David Magnusson http://www.davidmagnusson.se

Why I don't want my daughter to pledge her virginity

Over in America there are these frankly bizarre things called Purity Balls, no, it’s not a cleanser for testicles but an event in which young girls pledge to their fathers that they won’t have sex before marriage.  Within the conservative christian movement, these purity balls are spreading and now happen in 48 states across the USA with daughters committing to “live pure lives before God” to their fathers.

The images of these balls show young girls dressed in white, like mini brides, standing by their fathers, wearing suits akin to a groom.  The ceremonies have a similar structure to a traditional wedding with vows, dinners and speeches with the average age of the girls being 12 – 13, the kind of age where puberty is becoming more apparent.

The Christian Centre, which holds purity balls in Illinois states on their website; “We hope you will join us as we encourage young women to commit to moral purity” claiming it “holds high the banner of purity in the midst of a culture that destroys it.”

I have issues with this.  LOTS OF ISSUES.

Where are the purity balls for young boys to pledge their virginities to their mothers?  Or is it just the thought of women as sexual beings that appalls society?  Why is it not as important to these folk that their sons stay ‘pure’ till marriage?
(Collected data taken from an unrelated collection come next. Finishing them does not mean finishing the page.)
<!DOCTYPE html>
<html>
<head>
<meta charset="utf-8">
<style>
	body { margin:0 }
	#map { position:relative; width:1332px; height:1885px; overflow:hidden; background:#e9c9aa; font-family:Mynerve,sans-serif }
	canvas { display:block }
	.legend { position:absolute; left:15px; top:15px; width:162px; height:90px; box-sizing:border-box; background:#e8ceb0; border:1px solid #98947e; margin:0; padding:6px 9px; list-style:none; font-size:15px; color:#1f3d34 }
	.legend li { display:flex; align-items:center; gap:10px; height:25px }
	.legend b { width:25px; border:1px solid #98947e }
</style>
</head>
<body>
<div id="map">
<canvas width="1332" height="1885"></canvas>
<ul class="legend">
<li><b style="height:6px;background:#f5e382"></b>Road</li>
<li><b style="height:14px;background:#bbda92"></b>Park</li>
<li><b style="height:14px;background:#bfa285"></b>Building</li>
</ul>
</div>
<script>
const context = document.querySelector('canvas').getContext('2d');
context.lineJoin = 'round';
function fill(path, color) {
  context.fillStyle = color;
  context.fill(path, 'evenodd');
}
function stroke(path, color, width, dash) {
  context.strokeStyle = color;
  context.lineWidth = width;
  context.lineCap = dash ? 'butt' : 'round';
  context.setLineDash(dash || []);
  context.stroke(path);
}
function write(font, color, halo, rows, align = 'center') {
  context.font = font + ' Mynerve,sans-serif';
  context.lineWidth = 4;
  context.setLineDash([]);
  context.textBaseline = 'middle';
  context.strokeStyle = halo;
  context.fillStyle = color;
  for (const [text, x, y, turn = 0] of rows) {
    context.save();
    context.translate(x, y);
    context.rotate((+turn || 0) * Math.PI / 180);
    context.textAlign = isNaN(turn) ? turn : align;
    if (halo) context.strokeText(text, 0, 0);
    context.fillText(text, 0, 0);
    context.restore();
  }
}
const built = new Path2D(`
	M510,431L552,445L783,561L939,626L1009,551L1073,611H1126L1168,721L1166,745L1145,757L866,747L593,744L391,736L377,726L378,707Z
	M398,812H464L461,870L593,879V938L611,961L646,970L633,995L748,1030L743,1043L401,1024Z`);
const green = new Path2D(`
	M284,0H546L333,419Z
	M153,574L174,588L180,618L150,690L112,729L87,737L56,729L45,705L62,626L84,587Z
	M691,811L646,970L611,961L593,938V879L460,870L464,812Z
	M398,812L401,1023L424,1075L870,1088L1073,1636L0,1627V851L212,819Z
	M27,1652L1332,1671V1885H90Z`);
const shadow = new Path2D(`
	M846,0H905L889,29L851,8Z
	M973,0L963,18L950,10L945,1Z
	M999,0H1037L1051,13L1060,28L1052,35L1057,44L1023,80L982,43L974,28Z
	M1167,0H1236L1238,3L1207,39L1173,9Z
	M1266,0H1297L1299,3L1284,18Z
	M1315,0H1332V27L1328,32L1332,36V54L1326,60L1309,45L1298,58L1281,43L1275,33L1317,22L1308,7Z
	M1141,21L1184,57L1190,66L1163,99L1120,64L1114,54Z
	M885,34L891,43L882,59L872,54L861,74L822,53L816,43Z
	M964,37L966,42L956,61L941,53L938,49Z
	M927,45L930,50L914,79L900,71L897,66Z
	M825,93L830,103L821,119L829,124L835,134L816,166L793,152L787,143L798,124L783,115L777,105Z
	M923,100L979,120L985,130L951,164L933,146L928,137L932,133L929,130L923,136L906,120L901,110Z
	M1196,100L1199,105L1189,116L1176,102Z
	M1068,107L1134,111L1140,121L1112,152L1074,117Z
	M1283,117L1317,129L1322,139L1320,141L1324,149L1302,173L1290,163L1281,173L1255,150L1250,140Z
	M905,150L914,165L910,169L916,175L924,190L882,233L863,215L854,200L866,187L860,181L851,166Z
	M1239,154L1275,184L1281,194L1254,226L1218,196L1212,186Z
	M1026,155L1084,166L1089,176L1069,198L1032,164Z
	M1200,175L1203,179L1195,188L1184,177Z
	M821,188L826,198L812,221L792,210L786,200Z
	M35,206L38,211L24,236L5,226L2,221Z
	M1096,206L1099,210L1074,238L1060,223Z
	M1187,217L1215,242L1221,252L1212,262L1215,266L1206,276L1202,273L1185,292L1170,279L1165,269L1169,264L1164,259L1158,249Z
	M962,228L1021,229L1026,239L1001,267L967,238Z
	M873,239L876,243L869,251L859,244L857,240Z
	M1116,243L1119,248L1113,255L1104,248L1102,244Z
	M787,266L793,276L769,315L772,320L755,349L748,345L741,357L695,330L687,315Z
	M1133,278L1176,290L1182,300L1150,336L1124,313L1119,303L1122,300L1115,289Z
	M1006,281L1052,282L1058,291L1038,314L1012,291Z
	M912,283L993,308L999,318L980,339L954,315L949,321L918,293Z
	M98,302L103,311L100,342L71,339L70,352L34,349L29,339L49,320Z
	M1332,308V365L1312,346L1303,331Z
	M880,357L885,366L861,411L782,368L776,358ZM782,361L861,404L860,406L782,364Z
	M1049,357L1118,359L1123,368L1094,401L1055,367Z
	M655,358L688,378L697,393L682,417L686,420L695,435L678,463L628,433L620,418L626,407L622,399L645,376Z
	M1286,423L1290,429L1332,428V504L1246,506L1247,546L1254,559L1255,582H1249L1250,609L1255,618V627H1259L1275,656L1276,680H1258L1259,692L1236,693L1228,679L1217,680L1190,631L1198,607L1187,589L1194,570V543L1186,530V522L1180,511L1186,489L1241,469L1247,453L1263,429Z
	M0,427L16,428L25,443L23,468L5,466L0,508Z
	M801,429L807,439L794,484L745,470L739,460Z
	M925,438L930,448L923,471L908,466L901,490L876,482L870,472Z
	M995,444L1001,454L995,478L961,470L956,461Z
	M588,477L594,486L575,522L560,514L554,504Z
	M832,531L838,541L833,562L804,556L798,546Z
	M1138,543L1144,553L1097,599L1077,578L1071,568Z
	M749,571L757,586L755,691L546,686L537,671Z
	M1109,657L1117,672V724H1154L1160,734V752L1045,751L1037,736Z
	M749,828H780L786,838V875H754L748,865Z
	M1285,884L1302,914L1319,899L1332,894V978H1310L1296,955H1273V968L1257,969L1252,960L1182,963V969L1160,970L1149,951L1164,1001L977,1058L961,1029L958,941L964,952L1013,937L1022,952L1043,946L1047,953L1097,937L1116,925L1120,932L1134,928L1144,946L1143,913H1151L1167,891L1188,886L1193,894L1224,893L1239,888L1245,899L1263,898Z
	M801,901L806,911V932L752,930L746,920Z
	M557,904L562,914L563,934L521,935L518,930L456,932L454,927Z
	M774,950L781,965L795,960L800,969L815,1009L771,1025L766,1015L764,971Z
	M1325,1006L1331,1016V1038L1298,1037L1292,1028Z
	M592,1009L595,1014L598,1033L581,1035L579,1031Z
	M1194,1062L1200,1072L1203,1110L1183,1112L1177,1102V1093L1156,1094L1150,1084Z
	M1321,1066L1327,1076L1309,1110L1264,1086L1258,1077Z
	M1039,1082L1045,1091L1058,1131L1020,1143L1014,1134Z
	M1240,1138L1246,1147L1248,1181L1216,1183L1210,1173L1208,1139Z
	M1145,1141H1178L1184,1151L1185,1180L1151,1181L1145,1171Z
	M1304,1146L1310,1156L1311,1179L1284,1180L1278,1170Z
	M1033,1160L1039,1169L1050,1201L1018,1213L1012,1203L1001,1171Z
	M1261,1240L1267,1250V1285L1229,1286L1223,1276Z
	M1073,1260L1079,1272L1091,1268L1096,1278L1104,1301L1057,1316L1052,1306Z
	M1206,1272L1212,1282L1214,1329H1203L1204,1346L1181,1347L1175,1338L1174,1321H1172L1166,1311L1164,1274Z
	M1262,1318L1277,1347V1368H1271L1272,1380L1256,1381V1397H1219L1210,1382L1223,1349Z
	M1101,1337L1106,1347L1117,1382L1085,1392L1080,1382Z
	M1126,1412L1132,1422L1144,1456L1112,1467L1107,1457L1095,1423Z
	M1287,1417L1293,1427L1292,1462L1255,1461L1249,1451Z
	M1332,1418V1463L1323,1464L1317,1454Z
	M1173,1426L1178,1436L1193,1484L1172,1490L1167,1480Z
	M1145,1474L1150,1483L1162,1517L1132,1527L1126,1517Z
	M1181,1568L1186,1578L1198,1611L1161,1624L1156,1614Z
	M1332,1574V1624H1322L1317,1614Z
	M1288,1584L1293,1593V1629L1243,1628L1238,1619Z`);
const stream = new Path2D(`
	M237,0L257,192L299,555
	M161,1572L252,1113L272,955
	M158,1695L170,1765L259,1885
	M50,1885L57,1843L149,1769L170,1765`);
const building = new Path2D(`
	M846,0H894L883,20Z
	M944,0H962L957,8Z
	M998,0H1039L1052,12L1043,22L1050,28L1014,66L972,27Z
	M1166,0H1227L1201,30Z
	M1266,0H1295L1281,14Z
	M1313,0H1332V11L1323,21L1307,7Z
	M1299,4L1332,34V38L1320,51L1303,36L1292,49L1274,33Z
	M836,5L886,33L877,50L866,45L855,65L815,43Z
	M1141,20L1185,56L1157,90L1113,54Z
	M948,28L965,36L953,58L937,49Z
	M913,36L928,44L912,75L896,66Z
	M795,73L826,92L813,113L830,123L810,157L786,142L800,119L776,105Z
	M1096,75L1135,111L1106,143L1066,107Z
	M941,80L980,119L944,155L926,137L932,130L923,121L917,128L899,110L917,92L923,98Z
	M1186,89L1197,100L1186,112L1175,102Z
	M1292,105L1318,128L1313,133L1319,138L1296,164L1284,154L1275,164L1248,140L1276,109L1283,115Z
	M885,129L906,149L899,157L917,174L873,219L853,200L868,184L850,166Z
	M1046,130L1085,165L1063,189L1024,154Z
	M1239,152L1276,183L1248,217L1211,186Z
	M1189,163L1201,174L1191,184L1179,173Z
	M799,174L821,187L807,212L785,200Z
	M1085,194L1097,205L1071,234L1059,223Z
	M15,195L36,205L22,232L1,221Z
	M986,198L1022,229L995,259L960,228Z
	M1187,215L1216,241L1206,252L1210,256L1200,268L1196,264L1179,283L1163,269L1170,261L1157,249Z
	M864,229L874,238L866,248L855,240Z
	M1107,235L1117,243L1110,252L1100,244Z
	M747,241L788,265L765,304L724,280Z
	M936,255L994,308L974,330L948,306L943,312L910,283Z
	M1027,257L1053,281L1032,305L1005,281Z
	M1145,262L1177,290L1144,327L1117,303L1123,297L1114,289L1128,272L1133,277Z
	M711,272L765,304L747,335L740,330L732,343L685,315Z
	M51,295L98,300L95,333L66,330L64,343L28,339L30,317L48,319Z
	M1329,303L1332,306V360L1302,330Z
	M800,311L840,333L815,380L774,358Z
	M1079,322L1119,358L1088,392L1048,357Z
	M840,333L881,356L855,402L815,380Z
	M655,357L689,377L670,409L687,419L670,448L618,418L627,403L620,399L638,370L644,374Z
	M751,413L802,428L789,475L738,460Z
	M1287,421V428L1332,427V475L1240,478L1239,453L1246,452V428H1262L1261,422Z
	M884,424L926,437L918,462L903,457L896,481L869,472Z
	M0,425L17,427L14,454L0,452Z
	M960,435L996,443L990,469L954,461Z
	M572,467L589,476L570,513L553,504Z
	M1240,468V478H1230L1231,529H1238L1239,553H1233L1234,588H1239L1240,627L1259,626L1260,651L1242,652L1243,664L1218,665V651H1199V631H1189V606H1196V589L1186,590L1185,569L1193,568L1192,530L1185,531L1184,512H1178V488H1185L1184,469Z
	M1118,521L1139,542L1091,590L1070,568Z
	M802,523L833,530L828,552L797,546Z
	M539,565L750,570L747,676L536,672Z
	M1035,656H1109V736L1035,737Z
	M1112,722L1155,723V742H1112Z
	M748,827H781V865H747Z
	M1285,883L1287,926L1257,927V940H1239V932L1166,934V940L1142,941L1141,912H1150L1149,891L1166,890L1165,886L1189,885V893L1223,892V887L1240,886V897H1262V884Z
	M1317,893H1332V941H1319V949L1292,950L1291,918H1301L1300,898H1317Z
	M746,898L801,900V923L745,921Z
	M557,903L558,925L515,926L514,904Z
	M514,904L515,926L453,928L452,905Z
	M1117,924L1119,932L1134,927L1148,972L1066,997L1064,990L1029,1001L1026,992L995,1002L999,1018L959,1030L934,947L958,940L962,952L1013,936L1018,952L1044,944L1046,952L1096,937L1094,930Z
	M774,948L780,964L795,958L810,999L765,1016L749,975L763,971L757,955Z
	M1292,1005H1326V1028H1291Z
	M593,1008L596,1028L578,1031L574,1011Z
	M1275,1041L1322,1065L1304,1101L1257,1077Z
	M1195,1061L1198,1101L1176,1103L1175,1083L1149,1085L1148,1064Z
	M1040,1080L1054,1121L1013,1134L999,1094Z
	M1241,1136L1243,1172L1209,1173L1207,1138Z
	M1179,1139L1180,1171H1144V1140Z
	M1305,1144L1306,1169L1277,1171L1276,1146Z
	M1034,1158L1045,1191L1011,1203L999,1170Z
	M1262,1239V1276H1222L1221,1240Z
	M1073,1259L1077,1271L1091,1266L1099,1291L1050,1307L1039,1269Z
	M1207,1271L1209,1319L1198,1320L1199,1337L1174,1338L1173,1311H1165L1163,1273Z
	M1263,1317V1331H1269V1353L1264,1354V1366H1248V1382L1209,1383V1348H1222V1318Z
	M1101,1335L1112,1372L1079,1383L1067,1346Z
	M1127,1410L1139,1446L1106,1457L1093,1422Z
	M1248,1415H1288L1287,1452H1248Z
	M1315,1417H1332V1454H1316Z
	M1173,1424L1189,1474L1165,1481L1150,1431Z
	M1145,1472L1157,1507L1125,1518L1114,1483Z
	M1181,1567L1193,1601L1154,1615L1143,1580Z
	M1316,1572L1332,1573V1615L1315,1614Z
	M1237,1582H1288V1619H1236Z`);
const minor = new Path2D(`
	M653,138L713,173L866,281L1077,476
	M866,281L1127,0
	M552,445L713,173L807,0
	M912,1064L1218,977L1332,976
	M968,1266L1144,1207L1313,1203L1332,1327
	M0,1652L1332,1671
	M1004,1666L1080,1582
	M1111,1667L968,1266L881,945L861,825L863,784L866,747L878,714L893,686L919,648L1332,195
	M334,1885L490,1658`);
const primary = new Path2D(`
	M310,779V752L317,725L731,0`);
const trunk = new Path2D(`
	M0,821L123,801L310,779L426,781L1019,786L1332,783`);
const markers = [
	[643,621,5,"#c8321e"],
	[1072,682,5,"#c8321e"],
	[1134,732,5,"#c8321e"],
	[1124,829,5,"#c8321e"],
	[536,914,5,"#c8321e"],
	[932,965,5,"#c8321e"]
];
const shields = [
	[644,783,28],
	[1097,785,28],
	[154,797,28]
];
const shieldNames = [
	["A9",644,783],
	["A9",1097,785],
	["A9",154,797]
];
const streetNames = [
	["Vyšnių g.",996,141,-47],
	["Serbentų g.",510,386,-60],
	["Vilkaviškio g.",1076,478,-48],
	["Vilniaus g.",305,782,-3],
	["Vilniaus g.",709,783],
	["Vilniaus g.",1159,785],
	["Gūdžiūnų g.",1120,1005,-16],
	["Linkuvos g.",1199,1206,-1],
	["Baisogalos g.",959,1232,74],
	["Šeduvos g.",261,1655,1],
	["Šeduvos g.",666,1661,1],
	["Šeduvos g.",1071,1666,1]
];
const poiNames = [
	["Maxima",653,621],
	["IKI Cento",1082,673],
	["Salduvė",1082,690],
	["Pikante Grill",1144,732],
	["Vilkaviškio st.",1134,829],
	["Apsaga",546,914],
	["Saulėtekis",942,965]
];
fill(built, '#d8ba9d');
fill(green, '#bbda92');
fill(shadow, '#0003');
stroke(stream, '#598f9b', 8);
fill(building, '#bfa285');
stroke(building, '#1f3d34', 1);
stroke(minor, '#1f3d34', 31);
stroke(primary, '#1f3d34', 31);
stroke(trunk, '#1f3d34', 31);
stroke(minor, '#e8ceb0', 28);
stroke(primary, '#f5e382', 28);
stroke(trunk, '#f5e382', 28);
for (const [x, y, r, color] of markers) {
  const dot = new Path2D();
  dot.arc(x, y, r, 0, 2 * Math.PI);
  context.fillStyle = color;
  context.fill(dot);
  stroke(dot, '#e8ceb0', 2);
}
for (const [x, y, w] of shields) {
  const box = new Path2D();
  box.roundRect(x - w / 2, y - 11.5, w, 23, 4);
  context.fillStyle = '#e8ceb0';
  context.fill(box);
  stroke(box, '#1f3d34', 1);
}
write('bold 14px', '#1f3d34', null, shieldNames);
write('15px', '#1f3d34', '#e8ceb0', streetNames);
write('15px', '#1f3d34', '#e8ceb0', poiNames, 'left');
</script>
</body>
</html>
Let’s think about that word ‘pure’, the opposite being what? Purity with regards to sexuality assumes that sex is an impure act.  That being in a sexual relationship before marriage means you are not perfect.  What a load of shit! Sex is not dirty or wrong, sex is sometimes a beautiful act between people who love and trust one another, it is sometimes a physical act of pleasure and nothing more, and yes, sometimes it can be about violence, power or ignorance.

Let’s teach our children about the joy of sex and what a wonderfully, deliciously perfect thing it can be in the right circumstances.  I don’t want my daughter to pledge us her virginity, I want her to pledge to us that she will come to us if she needs advice or support.  I want her to pledge that she will accept education around pregnancy and sexually transmitted diseases.  I want her to pledge to us that she understands that sex within a relationship of trust, care and love is bloody wonderful.  I want her to pledge to us that she enjoys her sexuality and knows that any choices about her body belong soley to her and that she should never let others shame her.

We talk a lot in our home, we openly discuss things that in my youth would never have been spoken about. We tell our children that even if something feels embarrassing, that we will answer their questions and always tell the truth.  The idea of forcing them to swear to us that they won’t have sex before marriage seems crazy!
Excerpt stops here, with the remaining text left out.